Scientific classification
- Kingdom: Animalia
- Phylum: Chordata
- Class: Mammalia
- Order: Scandentia
- Family: Tupaiidae
- Genus: Dendrogale
- Species: D. melanura
- Binomial name: Dendrogale melanura (Thomas, 1892)

= Bornean smooth-tailed treeshrew =

- Genus: Dendrogale
- Species: melanura
- Authority: (Thomas, 1892)
- Conservation status: DD

Species of mammal

The Bornean smooth-tailed treeshrew (Dendrogale melanura) is a species of treeshrew in the family Tupaiidae.

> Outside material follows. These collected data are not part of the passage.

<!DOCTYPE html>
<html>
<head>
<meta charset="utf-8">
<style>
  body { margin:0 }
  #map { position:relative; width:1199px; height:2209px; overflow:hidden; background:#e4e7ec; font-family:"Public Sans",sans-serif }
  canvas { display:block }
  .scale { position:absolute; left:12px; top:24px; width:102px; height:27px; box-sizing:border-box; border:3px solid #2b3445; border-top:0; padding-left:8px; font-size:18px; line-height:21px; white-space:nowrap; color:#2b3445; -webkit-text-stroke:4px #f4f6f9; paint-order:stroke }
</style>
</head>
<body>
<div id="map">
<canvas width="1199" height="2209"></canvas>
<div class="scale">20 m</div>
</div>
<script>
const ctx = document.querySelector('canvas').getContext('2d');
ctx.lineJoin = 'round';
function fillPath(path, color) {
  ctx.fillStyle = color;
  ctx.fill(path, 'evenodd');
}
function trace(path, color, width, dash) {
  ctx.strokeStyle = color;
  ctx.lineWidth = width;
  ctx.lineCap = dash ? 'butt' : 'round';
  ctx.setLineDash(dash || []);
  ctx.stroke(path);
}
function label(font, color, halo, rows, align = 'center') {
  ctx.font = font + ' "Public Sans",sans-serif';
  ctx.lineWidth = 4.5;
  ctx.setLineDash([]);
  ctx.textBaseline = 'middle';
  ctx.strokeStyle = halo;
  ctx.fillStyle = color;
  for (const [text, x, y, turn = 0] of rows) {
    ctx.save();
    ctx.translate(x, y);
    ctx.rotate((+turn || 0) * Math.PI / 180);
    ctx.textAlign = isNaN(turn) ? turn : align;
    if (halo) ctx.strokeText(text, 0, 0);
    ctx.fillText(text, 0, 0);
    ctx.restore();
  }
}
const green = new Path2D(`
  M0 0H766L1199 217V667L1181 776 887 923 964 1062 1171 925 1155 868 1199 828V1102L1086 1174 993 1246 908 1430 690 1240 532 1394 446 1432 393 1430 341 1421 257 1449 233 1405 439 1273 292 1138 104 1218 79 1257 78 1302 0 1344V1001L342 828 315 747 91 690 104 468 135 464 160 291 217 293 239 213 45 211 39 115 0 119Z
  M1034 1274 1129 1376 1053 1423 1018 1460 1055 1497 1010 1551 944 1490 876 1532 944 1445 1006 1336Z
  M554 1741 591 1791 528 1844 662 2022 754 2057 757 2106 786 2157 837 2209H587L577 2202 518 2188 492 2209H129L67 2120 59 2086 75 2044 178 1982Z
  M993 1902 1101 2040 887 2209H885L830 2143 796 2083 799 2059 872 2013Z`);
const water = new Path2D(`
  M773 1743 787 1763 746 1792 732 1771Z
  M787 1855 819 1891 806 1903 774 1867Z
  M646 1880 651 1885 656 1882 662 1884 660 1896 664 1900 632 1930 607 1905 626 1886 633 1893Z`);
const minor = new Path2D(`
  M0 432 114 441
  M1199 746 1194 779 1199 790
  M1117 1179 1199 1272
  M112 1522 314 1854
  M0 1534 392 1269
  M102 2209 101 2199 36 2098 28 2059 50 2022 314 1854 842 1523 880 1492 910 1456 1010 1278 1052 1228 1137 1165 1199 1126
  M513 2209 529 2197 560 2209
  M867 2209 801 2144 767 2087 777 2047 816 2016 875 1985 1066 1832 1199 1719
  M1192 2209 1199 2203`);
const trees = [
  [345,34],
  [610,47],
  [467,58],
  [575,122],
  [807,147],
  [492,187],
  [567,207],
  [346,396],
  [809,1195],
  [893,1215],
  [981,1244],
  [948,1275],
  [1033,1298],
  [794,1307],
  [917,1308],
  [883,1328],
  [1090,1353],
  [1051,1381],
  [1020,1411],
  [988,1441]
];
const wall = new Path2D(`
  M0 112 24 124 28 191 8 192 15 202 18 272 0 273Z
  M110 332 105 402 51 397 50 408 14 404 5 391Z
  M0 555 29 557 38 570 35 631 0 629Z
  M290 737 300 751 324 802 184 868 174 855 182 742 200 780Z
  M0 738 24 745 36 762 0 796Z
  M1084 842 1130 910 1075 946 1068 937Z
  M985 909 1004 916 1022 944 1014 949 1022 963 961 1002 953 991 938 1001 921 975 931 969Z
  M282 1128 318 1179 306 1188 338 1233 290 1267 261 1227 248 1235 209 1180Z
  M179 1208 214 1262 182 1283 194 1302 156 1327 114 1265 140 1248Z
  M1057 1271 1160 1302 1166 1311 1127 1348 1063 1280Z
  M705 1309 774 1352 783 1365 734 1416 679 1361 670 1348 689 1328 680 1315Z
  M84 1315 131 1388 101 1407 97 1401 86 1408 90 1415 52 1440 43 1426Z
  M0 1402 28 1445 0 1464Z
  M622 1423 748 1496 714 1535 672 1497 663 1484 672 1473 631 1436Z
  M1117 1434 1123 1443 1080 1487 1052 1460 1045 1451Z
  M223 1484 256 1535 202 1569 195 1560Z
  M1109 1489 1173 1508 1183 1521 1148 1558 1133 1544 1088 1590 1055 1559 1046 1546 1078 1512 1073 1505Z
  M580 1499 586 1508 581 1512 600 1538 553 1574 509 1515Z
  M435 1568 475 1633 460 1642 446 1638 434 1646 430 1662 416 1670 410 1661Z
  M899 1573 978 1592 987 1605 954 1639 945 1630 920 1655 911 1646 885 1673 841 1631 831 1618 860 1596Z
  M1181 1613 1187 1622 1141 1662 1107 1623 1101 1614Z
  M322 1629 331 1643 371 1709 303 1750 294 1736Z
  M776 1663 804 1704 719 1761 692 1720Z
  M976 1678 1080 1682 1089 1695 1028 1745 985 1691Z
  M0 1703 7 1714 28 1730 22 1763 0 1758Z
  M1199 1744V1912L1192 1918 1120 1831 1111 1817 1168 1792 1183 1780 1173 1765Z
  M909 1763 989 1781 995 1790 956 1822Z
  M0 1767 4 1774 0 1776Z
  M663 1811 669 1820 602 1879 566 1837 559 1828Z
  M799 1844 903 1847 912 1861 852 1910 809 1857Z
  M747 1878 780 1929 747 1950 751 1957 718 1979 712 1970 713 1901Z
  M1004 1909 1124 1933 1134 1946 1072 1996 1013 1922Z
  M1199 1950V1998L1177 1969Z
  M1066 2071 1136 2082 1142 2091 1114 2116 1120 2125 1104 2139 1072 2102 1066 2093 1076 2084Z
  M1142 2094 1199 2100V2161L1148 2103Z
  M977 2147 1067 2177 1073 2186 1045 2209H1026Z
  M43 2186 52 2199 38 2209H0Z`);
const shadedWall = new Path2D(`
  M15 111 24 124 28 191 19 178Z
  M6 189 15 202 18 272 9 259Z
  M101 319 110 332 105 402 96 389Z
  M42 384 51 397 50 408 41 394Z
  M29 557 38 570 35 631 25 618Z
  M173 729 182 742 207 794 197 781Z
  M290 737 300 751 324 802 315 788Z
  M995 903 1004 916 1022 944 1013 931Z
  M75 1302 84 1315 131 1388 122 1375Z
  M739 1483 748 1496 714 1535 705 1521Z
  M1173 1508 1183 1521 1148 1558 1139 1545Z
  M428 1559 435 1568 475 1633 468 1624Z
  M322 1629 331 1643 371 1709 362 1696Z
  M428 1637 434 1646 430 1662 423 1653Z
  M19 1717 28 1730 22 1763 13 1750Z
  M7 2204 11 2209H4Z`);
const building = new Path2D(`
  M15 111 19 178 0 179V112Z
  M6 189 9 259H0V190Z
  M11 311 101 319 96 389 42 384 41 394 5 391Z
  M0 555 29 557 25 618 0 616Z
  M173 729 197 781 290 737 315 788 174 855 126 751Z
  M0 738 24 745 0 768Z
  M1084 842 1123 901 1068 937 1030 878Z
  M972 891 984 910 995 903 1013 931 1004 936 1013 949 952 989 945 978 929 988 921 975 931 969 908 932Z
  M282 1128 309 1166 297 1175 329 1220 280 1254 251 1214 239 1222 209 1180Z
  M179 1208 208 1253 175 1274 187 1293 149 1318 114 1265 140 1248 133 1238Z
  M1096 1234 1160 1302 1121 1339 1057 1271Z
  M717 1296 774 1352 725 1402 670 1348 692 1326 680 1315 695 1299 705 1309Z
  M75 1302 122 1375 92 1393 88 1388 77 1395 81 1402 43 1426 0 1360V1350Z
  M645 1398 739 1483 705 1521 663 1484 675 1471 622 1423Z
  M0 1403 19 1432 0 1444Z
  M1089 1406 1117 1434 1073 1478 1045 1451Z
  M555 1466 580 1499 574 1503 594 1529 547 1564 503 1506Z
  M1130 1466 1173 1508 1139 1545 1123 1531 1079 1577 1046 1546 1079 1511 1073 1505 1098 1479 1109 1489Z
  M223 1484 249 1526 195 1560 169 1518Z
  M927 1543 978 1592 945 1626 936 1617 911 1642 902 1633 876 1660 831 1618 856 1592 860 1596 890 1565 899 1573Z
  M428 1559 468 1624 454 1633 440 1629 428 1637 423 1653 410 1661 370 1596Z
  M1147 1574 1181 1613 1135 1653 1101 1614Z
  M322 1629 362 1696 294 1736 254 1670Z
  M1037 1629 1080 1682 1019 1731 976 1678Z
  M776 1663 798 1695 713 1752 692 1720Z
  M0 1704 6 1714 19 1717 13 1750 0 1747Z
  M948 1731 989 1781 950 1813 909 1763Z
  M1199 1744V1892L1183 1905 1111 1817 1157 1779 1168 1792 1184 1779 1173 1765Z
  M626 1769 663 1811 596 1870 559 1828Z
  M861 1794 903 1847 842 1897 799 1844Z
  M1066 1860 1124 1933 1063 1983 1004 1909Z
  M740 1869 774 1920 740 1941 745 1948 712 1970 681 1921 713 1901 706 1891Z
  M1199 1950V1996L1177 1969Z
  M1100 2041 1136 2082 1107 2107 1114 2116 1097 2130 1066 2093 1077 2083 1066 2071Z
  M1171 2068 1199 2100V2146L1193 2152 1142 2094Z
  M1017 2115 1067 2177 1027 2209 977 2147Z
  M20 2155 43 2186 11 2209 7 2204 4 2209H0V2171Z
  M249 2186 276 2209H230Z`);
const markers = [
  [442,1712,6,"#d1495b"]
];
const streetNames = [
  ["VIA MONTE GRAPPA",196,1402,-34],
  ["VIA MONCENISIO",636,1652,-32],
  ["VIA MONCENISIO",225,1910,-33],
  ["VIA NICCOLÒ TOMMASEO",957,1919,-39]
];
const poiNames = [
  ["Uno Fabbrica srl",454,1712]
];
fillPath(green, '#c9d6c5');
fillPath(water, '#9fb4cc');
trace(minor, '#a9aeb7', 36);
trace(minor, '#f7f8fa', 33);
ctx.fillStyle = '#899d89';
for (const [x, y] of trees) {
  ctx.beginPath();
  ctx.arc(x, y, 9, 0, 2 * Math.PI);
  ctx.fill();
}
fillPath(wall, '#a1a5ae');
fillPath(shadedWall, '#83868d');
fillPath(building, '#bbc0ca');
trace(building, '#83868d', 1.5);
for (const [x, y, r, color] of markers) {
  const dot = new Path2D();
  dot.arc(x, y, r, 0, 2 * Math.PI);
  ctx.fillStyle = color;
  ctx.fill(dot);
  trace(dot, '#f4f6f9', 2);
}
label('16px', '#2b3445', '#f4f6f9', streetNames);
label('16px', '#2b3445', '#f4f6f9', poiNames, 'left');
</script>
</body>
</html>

It is endemic to Borneo. Its natural habitat is subtropical or tropical dry forests. It is threatened by habitat loss.

==Description==
The head and body length of the species is 5 in, with tail length 4.5 in. The body mass is about 1.5 oz. Upper parts of the small body are dark brown, while the under parts are orange-buff with gray bases, and shiny black with reddish streaking along the sides. It has a short snout, with large ear flaps. Prominent orange-brown rings exist around the eyes, with weakly marked facial streaks present on both side of the face, extending from the snout to ears. No shoulder streaks are present. The claws are notably sharp. The thin tail is covered with fine, smooth hair, with darkening towards the tip. D. m. melanura has darker colour above and more reddish below than D. m. baluensis.

==Habitat==
D. melanura is a terrestrial species. They are diurnal and predominantly arboreal. Live in evergreen rainforest, which active in mossy trees and on rocky boulders in submontane and montane pristine forest. This species seems to feed predominantly on insects.

==Distribution==
The species is endemic to Borneo, restricted in the mountains of the northwest above 900 m, including the mountain of northeastern Sarawak, Gunung Kinabalu, and Gunung Trus Madi in Sabah. D. m. melanura is recorded from Gunung Dulit, Gunung Mulu, and the Kelabit uplands in northern Sarawak, and from the Sabah-Sarawak border. Meanwhile, D. m. baluensis is recorded from Gunung Kinabalu and Gunung Trus Madi in Sabah.

==Status==
This species is listed as data deficient because it has not been recorded since the early 1970s; it was formerly listed as Vulnerable from 1996 to 2008. The major threats for this species are loss of habitat due to the agricultural expansion and conversion of land to nontree plantations at lower elevations. This species may warrant listing in Near Threatened or higher. The conservation actions only occur at Crocker Range National Park, Sabah, Malaysia.